### Problem statement:
All lines of the records below that contain the word "linecap" must be listed.

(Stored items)
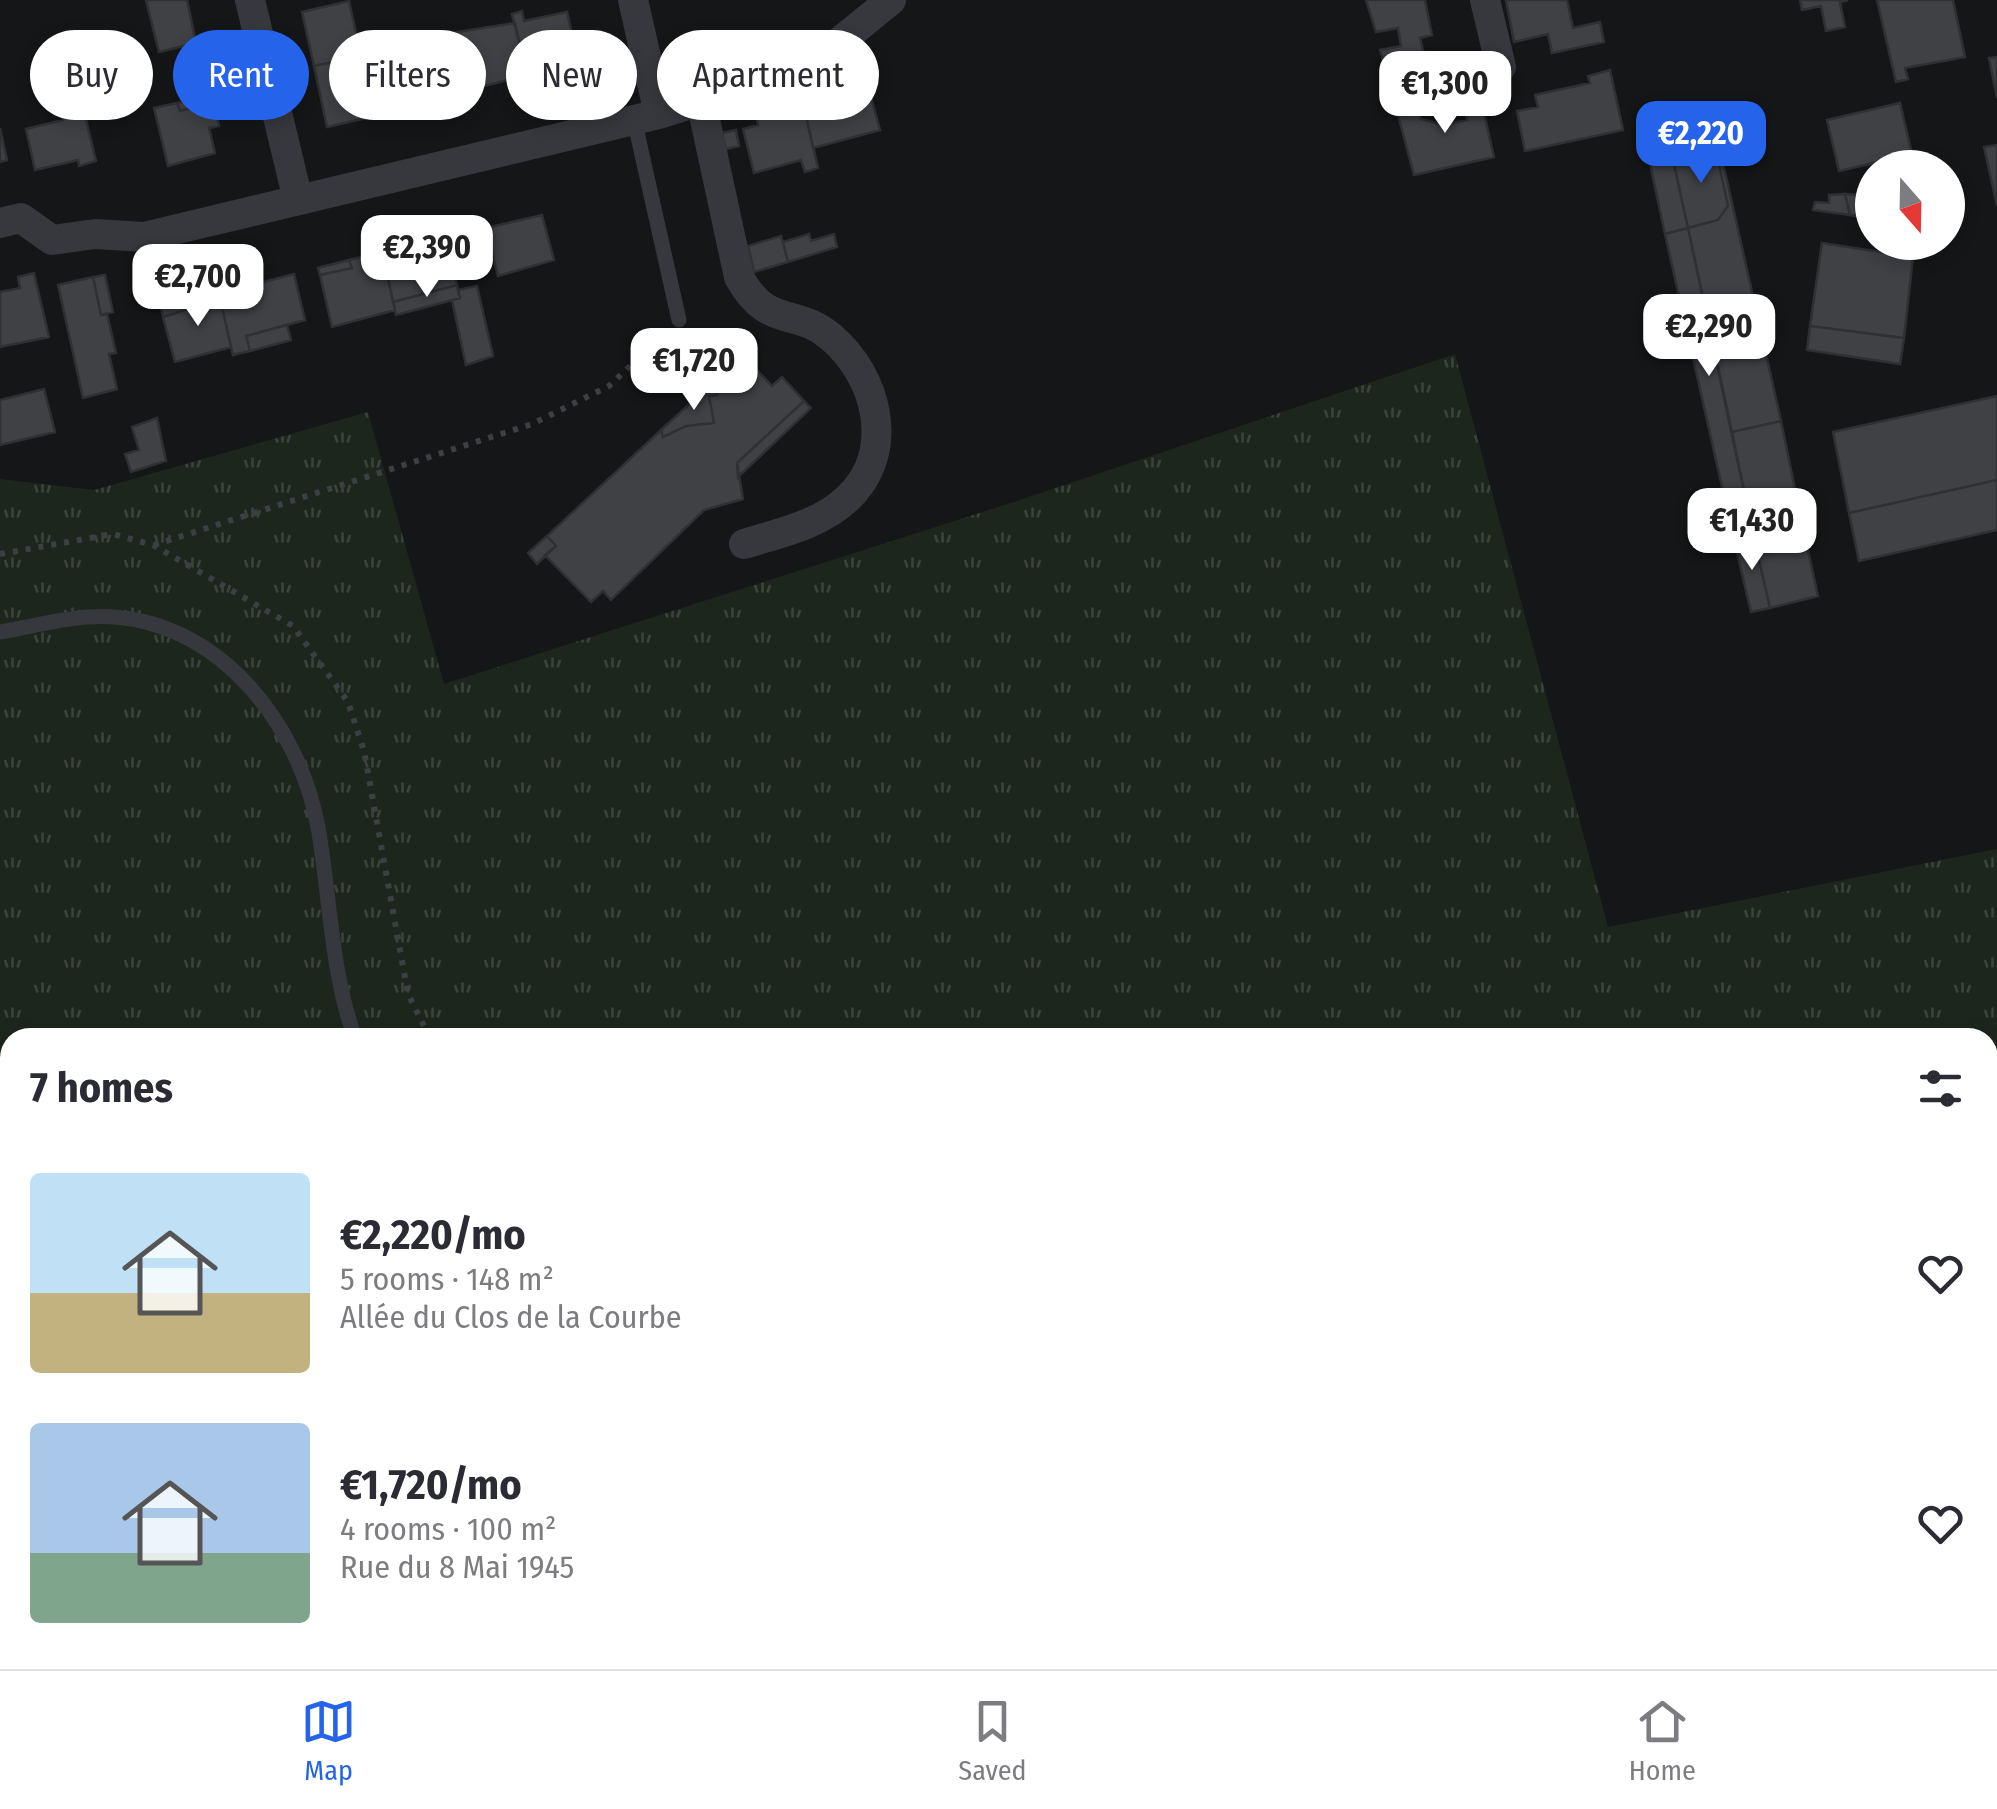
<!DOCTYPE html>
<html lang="en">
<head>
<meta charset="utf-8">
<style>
  :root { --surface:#fff; --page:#f7f7f7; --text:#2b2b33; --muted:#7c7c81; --line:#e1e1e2; --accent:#2563eb }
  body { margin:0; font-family:"Fira Sans Condensed",sans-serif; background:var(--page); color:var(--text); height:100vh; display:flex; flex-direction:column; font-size:38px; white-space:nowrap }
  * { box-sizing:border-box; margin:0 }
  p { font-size:32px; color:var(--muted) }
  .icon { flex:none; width:55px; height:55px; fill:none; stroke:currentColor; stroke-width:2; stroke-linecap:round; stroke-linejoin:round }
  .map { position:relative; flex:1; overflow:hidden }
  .panel { position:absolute; left:0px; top:1028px; width:1998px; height:642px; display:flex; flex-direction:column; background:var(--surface); border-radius:30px 30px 0 0; box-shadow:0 5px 15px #0003 }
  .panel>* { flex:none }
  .hud { position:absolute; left:30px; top:30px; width:1000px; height:90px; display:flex; gap:20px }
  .needle { width:65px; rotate:160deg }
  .controls { position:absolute; left:1855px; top:150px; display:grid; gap:20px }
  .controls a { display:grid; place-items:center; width:110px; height:110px; border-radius:50%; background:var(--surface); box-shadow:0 5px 15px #0003; font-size:50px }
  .price { position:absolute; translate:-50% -85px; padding:0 22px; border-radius:20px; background:#fff; color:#222; font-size:32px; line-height:65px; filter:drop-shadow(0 2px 5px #0008) }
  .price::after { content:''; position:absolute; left:50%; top:60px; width:30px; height:22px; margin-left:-15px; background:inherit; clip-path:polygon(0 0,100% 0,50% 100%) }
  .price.current { background:var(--accent); color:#fff }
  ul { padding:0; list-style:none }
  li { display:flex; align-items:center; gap:30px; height:250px; padding:0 30px }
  li span { display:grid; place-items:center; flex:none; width:280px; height:200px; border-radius:10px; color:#555 }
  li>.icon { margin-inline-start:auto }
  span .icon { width:120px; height:120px; fill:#fffc; stroke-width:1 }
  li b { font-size:42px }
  h2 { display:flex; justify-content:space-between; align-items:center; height:120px; padding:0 30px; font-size:42px }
  .tag { padding:0 35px; border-radius:45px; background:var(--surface); box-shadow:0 5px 15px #0003; font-size:35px; line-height:90px }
  .tag.current { background:var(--accent); color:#fff }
  .menu { display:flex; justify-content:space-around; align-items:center; height:140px; border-top:2px solid var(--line); background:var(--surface); font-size:28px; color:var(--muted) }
  .menu a { display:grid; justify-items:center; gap:5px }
  .menu .current { color:var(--accent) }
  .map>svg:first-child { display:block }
  .grass { fill:url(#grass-tufts) }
  .forest { fill:url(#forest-firs) }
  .wetland { fill:url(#wetland-marsh) }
  .building { fill:#3f4145; stroke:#2f3034; stroke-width:2.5 }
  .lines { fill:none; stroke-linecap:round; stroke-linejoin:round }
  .path { stroke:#3c3f44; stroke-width:6; stroke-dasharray:5 8; stroke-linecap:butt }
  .lane { stroke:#36383d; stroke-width:15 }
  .street { stroke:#36383d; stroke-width:30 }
  .secondary { stroke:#44474d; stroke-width:45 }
</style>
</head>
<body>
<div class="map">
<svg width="1997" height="1669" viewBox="0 0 1997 1669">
  <defs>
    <pattern id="grass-tufts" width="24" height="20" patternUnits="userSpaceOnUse" patternTransform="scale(2.5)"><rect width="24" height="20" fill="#1d261d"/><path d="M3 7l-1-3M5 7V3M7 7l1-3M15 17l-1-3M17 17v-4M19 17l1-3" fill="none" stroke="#3b433c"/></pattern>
    <pattern id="forest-firs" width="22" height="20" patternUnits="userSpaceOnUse" patternTransform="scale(2.5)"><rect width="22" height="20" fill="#1d261d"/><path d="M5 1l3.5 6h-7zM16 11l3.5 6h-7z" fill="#3b433c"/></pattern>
    <pattern id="wetland-marsh" width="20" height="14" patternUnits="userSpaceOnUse" patternTransform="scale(2.5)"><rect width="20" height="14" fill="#1d261d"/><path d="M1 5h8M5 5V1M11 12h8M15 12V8" fill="none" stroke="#3b433c"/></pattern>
  </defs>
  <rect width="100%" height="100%" fill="#151617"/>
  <path class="grass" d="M 1455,354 L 1608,927 L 1997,849 L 1997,1153 L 1988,1154 L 1988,1038 L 10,1038 L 10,1280 L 0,1280 L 0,479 L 94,490 L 368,412 L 444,684 L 1014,502 Z"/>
  <path class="forest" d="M 1997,1153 L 1997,1425 L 1988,1390 L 1988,1155 Z"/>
  <path class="wetland" d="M 1997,1504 L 1997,1669 L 1773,1669 L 1785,1660 L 1988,1660 L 1988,1511 Z"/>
  <path class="building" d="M 146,0 L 187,0 L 196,43 L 159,52 Z
    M 1366,0 L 1425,0 L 1432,35 L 1420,38 L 1425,59 L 1385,67 L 1380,50 L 1401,46 L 1398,28 L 1376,32 Z
    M 1506,0 L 1567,0 L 1573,28 L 1600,22 L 1604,42 L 1552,53 L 1548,34 L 1514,42 Z
    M 1800,0 L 1848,0 L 1840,2 L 1845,27 L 1826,31 L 1821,6 L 1802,10 Z
    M 1877,0 L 1953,0 L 1965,57 L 1905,68 L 1908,79 L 1896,82 Z
    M 349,1 L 361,56 L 314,66 L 302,12 Z
    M 522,11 L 524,21 L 567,12 L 575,47 L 557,51 L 561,67 L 527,75 L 512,14 Z
    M 515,23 L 527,75 L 465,91 L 451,33 Z
    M 575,47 L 579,63 L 561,67 L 557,51 Z
    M 381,51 L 393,102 L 375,106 L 376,116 L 327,127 L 314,66 Z
    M 1997,57 L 1997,98 L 1989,58 Z
    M 1610,70 L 1623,130 L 1525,151 L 1517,111 L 1538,107 L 1535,95 L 1590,83 L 1588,76 Z
    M 869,90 L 880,130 L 813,148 L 804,107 Z
    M 1479,91 L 1494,157 L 1414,175 L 1394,100 L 1415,95 L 1421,119 L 1443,125 L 1467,120 L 1461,94 Z
    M 211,94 L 213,102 L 180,111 L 177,103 Z
    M 81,99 L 96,161 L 79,166 L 78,160 L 35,170 L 26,129 L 63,120 L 59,105 Z
    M 213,102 L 219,126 L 209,128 L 215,153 L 168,166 L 154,108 L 177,103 L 180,111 Z
    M 1900,103 L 1912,154 L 1839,171 L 1827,120 Z
    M 804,107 L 818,168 L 805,172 L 801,160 L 754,173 L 743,129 L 758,125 L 757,119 Z
    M 0,128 L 7,160 L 0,162 Z
    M 1711,129 L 1715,146 L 1675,155 L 1672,137 Z
    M 736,130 L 739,146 L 726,149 L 722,133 Z
    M 1719,145 L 1781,421 L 1732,432 L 1688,228 L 1718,220 L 1728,206 L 1715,146 Z
    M 1997,145 L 1997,206 L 1984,147 Z
    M 1715,146 L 1728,206 L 1718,220 L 1688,228 L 1672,155 Z
    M 1672,155 L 1688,228 L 1665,234 L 1649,159 Z
    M 1845,194 L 1850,215 L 1813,210 L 1815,202 L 1829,203 L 1829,195 Z
    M 1845,194 L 1858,195 L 1858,216 L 1850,215 Z
    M 542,215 L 554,260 L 498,276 L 486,228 Z
    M 1688,228 L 1753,534 L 1734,540 L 1665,234 Z
    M 809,234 L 811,241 L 834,234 L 837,247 L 788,262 L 783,242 Z
    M 445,236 L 447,244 L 416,252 L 414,244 Z
    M 781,236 L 788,262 L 754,272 L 748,246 Z
    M 1822,243 L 1913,257 L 1904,338 L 1810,326 Z
    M 414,244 L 416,252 L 447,244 L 457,285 L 393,302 L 382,252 Z
    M 382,252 L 395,310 L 332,327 L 320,275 L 352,268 L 349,260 Z
    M 349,260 L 352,268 L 320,275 L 318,268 Z
    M 34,273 L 49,337 L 0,347 L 0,292 L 20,288 L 18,277 Z
    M 294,274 L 305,320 L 246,336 L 250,351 L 233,355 L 219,294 Z
    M 105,275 L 113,312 L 101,315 L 93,277 Z
    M 93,277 L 101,315 L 107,314 L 116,353 L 109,354 L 117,389 L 83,398 L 58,285 Z
    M 457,285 L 460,298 L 396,315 L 393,302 Z
    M 477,286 L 493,356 L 466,365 L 452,300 L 460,298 L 458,290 Z
    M 219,294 L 231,347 L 175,362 L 163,317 L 185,310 L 183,303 Z
    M 183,303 L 185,310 L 163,317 L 161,308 Z
    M 287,325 L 291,340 L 250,351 L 246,336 Z
    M 1810,326 L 1904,338 L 1900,364 L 1807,350 Z
    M 743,355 L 772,386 L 782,377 L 804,401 L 737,463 L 743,499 L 704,510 L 611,600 L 603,591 L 591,602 L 545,555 L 556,546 L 547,536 L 661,430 L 663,437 L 686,426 L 714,423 L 709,396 L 717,395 L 713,383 Z
    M 713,383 L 717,395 L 709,396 L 714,423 L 686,426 L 663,437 L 661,430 Z
    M 44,389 L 55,432 L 0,445 L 0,400 Z
    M 1997,396 L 1997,480 L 1849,513 L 1833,432 Z
    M 804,401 L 811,408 L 738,477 L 737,463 Z
    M 157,418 L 166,461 L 131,472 L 125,454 L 139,450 L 132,427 Z
    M 1781,421 L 1802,523 L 1753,534 L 1732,432 Z
    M 1997,480 L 1997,530 L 1859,561 L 1849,513 Z
    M 1802,523 L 1818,596 L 1770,608 L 1753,534 Z
    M 1753,534 L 1770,608 L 1751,612 L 1734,540 Z
    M 547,536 L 556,546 L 537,564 L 528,553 Z"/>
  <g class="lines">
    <path class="path" d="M 154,545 L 532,424 L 609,386 L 664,334
      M 0,554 L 113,534 L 153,545 L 293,626 L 348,702 L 364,751 L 408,994 L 430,1038
      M 1988,1064 L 1997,1064
      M 1988,1483 L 1997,1476
      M 1732,1669 L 1747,1660"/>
    <path class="lane" d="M 634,119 L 679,320
      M 0,632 C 35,626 78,614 114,617 C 223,625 299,726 318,827 C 330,895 331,973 355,1038
      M 1988,1118 L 1997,1117"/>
    <path class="street" d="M 250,0 L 298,200
      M 633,0 L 659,114 L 701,101 L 739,277 C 768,330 796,307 831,337 C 877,376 897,451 848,498 C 820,525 779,533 744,544
      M 1485,0 L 1501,67
      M 701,101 L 826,53 L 891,0
      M 0,223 L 21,218 L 52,240 L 95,234 L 144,237 L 659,114"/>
    <path class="secondary" d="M 1988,1204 L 1997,1204
      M 0,1232 L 10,1231"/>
  </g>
</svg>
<div class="controls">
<a><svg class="needle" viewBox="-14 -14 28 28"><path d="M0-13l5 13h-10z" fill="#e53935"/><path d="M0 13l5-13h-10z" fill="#7c7c81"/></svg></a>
</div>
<b class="price" style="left:1445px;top:136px">€1,300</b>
<b class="price current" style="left:1701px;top:186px">€2,220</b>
<b class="price" style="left:427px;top:300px">€2,390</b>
<b class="price" style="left:198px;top:329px">€2,700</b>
<b class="price" style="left:1709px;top:379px">€2,290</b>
<b class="price" style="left:694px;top:413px">€1,720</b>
<b class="price" style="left:1752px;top:573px">€1,430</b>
<div class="hud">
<a class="tag">Buy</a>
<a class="tag current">Rent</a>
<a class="tag">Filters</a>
<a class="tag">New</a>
<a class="tag">Apartment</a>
</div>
<section class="panel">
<h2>7 homes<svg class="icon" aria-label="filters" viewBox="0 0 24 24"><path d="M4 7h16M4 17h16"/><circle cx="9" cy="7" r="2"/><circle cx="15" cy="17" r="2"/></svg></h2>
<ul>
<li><span style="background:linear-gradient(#bfe0f5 60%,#c2b280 0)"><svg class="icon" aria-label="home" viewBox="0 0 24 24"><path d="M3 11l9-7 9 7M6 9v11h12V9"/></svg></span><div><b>€2,220/mo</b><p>5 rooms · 148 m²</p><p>Allée du Clos de la Courbe</p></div><svg class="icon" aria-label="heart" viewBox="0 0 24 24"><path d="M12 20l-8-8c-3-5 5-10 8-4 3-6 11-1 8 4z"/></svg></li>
<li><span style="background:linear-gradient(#a9c7e8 65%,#7fa58c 0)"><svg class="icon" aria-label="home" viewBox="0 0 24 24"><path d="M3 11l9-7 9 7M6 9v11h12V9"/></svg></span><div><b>€1,720/mo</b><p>4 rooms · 100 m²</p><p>Rue du 8 Mai 1945</p></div><svg class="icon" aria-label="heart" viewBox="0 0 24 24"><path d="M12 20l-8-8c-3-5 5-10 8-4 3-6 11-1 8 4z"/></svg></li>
</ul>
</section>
</div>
<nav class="menu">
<a class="current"><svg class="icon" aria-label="map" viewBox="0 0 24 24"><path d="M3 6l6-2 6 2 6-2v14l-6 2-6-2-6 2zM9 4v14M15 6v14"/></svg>Map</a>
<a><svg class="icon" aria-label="saved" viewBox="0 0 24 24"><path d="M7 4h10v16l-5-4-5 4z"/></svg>Saved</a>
<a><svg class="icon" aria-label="home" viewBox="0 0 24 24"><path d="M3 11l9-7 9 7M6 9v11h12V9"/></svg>Home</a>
</nav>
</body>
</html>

### Exercise answer:
  .icon { flex:none; width:55px; height:55px; fill:none; stroke:currentColor; stroke-width:2; stroke-linecap:round; stroke-linejoin:round }
  .lines { fill:none; stroke-linecap:round; stroke-linejoin:round }
  .path { stroke:#3c3f44; stroke-width:6; stroke-dasharray:5 8; stroke-linecap:butt }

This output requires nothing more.